# Updated pictures of Spirit <3



## StarRidgeAcres (Jun 3, 2010)

First of all I would like to thank Julie Miller and her family for hosting us during this photo shoot. It was without a doubt the most gorgeous setting I could ever have hoped for for Spirit's pictures. The lodge where we stayed in an adorable cabin was just so beautiful. But the setting where we took the pictures was just breathtaking! It was my dream home!! Thanks again Jules!






Now for the pictures. I ended up with 36 of them, but here a few to share. I'm still looking through them all so I'm not sure these are my favorites but time will tell. For those that aren't familiar with him, this is Ten Ls Spirits Afterglow. He's 9 years old in these pictures and was taken straight from the pasture, clipped (no bath, it was too cold in MO), threw Corona's old show halter on him and we took the pics. I loved him when he was at Seahorse Farm and I still, to this day, can't believe he's mine. I can't help but think he belongs at a bigger farm where he can have access to a larger variety of mares, but for now he's ALL MINE!

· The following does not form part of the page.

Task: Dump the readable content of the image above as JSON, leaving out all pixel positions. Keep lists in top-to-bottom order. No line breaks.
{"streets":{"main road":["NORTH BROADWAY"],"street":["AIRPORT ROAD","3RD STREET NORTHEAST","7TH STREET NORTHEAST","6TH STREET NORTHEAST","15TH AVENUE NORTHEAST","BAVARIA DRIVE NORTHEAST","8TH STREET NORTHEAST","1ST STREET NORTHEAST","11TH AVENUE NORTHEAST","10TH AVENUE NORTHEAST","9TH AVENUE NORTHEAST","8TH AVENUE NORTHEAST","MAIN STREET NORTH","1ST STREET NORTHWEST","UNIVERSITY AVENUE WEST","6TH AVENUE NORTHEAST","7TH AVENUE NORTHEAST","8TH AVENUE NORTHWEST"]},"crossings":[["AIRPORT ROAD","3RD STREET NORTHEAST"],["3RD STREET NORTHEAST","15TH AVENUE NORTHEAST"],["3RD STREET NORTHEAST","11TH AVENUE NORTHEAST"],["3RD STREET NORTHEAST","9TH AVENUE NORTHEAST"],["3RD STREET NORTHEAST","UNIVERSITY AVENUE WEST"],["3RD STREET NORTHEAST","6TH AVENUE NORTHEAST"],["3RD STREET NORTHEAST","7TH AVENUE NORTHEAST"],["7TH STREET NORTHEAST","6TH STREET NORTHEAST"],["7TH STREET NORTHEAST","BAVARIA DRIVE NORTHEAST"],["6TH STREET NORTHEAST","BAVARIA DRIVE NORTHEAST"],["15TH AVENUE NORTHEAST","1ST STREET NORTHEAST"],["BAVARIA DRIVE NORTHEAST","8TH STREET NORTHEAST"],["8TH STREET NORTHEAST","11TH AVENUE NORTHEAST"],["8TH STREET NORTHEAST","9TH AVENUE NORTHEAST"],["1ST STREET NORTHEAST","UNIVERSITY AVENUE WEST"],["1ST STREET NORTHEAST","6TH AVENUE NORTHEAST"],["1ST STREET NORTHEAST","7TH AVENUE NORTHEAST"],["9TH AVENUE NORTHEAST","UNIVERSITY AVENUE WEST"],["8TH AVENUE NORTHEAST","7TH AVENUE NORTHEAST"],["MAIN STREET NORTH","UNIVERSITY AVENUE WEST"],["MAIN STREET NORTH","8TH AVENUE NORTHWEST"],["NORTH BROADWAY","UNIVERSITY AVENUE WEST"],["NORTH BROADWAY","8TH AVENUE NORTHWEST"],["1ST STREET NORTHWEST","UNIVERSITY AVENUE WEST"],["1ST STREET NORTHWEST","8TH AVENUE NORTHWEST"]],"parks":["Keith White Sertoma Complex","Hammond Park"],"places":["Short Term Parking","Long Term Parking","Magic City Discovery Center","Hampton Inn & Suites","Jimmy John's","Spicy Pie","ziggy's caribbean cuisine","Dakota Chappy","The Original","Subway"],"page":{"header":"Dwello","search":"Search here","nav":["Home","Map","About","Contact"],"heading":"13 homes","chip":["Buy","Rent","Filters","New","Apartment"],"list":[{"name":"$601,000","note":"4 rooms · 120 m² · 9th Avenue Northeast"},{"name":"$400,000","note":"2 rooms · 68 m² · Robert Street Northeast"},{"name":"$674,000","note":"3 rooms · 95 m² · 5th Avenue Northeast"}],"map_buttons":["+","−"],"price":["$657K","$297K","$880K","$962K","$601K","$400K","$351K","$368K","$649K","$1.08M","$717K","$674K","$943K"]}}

Thank you for looking at my boy!


----------



## StarRidgeAcres (Jun 3, 2010)

A couple more...


----------



## wrs (Jun 3, 2010)

Very nice pictures & a very handsome guy you have there. I'd be proud of him too.


----------



## targetsmom (Jun 3, 2010)

Very, very nice!!! Horse and pictures!!! I love the first one especially but they are all gorgeous.


----------



## ontherisefarm (Jun 3, 2010)

gorgeous photos of a gorgeous horse...He is really something to be proud of....


----------



## Allure Ranch (Jun 3, 2010)

_Parmela the Liz pics look great and "Spirit" looks FABULOUS....._


----------



## AnnaC (Jun 3, 2010)

You have every right to feel thrilled that he is yours - he is beautiful





Any time you dont want him any more .................





Anna


----------



## cretahillsgal (Jun 4, 2010)

Thanks Parmela! I cant wait to show these pics to my family.



It seems this house gets used for tons of photoshoots, but this is the first time it has been used for horses.



Its hard to believe that something so beautiful is located in the very SW corner of OK where most people think it is ugly. LOL!

You picked some of my favorite shots of him! Though I have to say ALL of his shots were great! Its hard to believe he is 8 years old in these pics.

I cannot wait to see the foals that he gives me next year.


----------



## Leeana (Jun 4, 2010)

Absolutely AMAZING!!!!!!!


----------



## Irish Hills Farm (Jun 4, 2010)

He looks fabulous Parmela!!


----------



## Becky (Jun 4, 2010)

Fabulous pictures!


----------



## little lady (Jun 4, 2010)

How do you chose from such stunning pics!



He is beautiful!


----------



## RockRiverTiff (Jun 4, 2010)

Wowzers! He sure cleans up nice! That's true beauty.


----------



## love_casper (Jun 4, 2010)

WOW! He is so gorgeous!


----------



## StarRidgeAcres (Jun 4, 2010)

Thank you all very much! It really has made my day to read all your nice and supportive comments.

This last year has really been draining on me. My work as suffered, the care of my horses has suffered, I've really lost my ability to concentrate, there were days when I did nothing but cry the entire day away. At times I cursed having the horses because it was 18 degrees outside and a waterline burst and I had to carry literally hundreds of gallons of water each day to the horses. So many times I just sat in the barn and cried and wondered if I could really do it by myself.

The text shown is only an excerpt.